Admittedly I've got a brain-crush on Virginia Heffernan, but this has got to be the smartest reading of Tootsie I've ever seen.

The Hidden Stakeholders

There's so much rhetoric about the demographics and symbolism of the Clinton-Obama split in the Democratic electorate (young/old, black/Latino, male/female, rich/poor, vision/experience, change/restoration, etc.) that it's refreshing to read journalism that breaks down what this means, and why campaigns for candidates who don't differ sharply on much really don't seem to like each other.

This Washington Post piece on union organization in Ohio reads in part like typical on-the-campaign-trail stuff, but also notes that while most of the AFL-CIO unions have backed Clinton, Obama's won most of the the splinter group Change To Win, including the Teamsters, the hotel and service workers, and others. Change To Win broke with the AFL-CIO over political and organizational strategy, and has a greater emphasis on grassroots organization and expanding the base of union workers.

Likewise, The Nation has an excellent piece that reads the Clinton/Obama split in the light of Howard Dean's 2004 Presidential campaign and his management to date of the DNC. Since Dean lost in 2004, it wasn't clear whether his message and his strategy was really the wave of the party's future or just a neat new way to raise some money. Likewise, Dean was criticized for devoting DNC funds to organization in all fifty states rather than focusing on a few battlegrounds to build a larger congressional majority.

Well, now Obama is riding Dean's wave, connecting with younger and affluent voters on the web, organizing precinct-by-precinct from the bottom up, and winning delegates by rallying Democrats and independents in heartland states. He's Dean with vastly more charm, more profile, and more discipline. Meanwhile, the Clinton folks are stinging at the fact that they're not only unable to beat back Obama, but may find it difficult to win the war of ideas and resources against a vindicated Dean at the DNC.

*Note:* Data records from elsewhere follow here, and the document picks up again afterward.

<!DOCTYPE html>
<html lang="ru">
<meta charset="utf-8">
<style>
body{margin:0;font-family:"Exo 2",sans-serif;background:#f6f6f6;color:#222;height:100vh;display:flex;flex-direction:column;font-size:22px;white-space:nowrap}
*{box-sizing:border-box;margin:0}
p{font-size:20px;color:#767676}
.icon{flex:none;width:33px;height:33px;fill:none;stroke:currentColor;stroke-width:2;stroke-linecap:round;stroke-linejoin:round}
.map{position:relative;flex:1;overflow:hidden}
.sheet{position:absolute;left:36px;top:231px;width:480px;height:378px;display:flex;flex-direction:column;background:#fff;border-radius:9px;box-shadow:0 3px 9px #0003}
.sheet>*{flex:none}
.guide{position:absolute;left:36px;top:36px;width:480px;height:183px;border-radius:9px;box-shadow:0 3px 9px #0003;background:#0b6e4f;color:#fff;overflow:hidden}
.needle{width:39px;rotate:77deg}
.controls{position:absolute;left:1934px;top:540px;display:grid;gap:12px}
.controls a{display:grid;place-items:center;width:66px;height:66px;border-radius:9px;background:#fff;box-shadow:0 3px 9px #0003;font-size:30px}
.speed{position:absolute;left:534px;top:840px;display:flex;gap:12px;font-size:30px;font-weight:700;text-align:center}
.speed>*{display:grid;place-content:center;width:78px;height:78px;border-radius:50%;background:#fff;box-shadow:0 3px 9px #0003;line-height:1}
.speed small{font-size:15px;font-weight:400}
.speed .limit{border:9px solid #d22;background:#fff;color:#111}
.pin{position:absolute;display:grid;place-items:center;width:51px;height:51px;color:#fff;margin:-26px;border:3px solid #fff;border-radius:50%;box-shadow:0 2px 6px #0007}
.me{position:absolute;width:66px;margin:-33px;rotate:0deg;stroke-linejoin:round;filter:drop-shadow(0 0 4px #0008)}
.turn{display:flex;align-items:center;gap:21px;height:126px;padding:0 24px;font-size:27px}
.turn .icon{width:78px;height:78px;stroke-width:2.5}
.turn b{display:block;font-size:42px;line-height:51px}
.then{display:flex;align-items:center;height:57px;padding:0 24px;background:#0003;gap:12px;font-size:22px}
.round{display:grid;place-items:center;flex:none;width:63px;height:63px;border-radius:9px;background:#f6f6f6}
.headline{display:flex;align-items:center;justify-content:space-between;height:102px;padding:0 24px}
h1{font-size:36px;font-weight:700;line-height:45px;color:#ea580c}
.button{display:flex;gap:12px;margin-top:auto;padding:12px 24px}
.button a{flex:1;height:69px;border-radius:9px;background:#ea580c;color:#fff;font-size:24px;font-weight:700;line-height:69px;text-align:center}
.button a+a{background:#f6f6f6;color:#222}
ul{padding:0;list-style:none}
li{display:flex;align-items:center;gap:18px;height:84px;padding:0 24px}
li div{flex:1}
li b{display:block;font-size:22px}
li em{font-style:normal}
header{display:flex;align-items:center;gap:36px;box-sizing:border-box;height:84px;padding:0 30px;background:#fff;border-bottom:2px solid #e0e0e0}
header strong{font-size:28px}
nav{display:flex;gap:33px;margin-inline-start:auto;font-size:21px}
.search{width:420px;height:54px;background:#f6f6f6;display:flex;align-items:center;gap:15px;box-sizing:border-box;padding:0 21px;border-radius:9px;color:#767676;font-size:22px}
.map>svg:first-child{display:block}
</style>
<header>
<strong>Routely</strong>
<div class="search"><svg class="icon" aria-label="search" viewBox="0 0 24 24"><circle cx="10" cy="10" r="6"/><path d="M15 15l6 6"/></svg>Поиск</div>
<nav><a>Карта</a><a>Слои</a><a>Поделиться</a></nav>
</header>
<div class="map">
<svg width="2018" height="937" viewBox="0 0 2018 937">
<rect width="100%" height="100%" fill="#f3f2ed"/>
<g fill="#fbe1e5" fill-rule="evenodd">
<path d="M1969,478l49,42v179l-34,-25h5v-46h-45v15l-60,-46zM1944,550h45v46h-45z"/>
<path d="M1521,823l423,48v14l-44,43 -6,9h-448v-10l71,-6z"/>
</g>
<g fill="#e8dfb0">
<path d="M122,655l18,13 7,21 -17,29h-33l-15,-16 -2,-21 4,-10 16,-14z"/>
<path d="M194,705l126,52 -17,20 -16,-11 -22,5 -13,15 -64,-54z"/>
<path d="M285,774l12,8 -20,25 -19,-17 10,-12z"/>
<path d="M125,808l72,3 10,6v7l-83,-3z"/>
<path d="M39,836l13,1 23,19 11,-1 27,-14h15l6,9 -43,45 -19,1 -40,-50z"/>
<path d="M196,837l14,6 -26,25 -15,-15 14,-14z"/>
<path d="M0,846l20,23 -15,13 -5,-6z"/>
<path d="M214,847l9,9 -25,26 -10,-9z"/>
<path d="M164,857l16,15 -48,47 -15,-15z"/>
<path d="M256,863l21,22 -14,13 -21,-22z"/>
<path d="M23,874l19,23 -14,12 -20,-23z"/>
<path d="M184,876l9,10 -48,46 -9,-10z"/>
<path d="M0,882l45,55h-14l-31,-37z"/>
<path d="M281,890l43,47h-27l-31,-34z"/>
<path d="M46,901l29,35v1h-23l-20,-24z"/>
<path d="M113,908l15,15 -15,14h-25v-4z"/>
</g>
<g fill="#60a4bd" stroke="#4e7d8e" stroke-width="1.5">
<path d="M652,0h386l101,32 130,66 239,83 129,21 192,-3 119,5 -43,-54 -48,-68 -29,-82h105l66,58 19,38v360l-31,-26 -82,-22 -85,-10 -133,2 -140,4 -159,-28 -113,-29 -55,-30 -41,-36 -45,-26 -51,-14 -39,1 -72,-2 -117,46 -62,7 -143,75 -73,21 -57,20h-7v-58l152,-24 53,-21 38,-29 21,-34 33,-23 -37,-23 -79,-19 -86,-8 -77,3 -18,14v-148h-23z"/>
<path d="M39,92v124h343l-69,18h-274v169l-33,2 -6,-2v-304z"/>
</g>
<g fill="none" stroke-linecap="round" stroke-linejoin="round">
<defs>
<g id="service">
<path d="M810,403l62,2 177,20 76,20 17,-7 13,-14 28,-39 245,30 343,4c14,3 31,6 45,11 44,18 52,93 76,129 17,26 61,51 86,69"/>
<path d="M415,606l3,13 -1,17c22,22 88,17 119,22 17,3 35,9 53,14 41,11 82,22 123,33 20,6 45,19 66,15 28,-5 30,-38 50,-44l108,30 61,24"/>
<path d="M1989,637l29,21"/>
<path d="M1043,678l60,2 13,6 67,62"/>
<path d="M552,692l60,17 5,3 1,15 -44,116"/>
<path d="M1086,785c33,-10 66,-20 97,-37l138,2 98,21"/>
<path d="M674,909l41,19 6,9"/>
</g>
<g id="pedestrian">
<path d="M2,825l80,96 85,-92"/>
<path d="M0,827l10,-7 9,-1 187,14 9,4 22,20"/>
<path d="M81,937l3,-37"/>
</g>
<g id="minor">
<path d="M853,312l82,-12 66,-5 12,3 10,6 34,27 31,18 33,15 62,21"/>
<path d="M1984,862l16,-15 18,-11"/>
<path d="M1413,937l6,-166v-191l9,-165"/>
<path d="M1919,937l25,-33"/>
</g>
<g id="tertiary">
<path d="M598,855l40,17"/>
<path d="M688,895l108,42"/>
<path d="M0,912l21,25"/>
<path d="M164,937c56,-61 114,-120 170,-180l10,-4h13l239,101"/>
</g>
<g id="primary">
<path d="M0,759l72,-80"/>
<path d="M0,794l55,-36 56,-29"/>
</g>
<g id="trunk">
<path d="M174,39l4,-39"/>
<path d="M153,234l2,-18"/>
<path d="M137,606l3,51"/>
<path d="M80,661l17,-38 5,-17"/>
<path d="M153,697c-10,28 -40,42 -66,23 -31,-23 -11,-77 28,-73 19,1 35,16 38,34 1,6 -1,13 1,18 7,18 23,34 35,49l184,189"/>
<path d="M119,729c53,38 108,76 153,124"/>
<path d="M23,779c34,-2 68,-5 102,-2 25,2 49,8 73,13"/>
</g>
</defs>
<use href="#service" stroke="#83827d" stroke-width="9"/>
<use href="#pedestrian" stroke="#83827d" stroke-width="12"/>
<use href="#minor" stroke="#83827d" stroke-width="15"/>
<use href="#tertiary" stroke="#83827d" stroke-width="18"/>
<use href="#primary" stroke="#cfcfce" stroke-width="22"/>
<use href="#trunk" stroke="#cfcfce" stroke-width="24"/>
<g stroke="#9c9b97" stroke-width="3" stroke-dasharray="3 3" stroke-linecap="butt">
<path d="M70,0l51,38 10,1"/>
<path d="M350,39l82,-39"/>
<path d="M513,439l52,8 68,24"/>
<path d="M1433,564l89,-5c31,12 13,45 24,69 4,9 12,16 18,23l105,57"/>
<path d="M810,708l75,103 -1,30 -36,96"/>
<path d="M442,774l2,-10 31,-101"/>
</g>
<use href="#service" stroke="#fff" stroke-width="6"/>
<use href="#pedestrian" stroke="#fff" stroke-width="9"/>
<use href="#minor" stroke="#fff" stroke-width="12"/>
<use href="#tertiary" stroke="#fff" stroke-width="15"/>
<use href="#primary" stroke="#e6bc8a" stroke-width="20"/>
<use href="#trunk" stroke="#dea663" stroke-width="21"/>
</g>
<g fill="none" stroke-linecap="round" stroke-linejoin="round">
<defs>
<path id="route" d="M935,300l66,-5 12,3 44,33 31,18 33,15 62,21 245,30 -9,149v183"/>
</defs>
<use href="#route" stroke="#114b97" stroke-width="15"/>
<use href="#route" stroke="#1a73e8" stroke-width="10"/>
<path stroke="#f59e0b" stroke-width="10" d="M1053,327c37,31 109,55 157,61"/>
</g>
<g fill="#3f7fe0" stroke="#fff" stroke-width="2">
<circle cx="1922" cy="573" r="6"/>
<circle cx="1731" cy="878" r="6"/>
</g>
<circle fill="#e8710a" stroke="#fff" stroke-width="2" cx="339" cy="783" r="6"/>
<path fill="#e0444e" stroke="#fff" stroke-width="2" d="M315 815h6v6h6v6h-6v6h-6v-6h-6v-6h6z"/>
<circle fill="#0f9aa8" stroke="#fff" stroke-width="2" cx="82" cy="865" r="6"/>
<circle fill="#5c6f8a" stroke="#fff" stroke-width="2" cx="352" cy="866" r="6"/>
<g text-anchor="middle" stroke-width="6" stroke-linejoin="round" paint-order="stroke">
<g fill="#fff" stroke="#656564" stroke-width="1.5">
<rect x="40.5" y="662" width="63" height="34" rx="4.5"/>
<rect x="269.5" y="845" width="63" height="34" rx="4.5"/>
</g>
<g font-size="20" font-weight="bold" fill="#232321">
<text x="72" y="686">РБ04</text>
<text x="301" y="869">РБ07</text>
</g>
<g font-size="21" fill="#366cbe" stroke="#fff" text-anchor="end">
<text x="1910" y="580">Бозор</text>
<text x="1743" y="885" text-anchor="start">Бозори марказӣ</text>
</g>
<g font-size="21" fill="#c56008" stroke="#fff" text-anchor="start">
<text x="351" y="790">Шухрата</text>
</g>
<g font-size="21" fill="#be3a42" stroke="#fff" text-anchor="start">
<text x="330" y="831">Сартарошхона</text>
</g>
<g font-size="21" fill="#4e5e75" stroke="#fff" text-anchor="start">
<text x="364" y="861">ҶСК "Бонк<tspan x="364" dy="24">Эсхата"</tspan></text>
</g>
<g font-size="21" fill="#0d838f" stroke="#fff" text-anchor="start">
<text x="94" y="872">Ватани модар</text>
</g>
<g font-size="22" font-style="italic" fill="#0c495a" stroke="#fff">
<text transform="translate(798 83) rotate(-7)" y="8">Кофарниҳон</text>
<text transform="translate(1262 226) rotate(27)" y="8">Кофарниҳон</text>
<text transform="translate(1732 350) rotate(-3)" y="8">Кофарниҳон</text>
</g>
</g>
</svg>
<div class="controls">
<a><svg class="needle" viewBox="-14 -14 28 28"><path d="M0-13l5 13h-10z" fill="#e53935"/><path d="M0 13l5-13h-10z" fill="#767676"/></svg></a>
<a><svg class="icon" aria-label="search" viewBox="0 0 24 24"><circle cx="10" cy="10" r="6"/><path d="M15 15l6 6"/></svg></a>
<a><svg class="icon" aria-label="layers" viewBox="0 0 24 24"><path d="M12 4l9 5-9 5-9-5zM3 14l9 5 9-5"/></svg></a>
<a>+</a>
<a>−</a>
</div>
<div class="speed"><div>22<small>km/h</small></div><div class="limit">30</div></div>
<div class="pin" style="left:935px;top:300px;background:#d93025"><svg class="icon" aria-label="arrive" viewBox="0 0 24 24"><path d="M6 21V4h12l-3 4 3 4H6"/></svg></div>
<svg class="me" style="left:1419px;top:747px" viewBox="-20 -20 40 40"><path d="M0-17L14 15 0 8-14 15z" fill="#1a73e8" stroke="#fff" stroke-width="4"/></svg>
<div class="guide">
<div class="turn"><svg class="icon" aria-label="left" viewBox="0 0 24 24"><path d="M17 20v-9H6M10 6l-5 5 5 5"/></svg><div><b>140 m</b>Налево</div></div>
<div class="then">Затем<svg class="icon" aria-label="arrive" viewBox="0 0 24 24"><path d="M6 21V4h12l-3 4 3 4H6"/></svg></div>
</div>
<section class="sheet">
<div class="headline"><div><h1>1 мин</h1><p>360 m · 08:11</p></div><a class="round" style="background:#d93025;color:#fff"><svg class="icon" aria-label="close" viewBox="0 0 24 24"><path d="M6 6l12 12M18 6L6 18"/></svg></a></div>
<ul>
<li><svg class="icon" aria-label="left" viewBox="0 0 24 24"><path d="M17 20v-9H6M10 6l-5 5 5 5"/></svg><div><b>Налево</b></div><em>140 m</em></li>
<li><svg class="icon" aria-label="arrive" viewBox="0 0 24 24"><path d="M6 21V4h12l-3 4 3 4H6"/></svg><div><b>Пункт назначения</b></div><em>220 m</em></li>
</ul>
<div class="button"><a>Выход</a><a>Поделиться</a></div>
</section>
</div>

It all goes to show you that many stakeholders in the party have a lot more at stake than who's at the top of the ticket -- and why strategists may be quick to attribute whatever happens in this election to the personalities and capabilities of the two people running, and not how they ran. Otherwise they could find themselves marginalized not just for backing the wrong horse, but the wrong direction.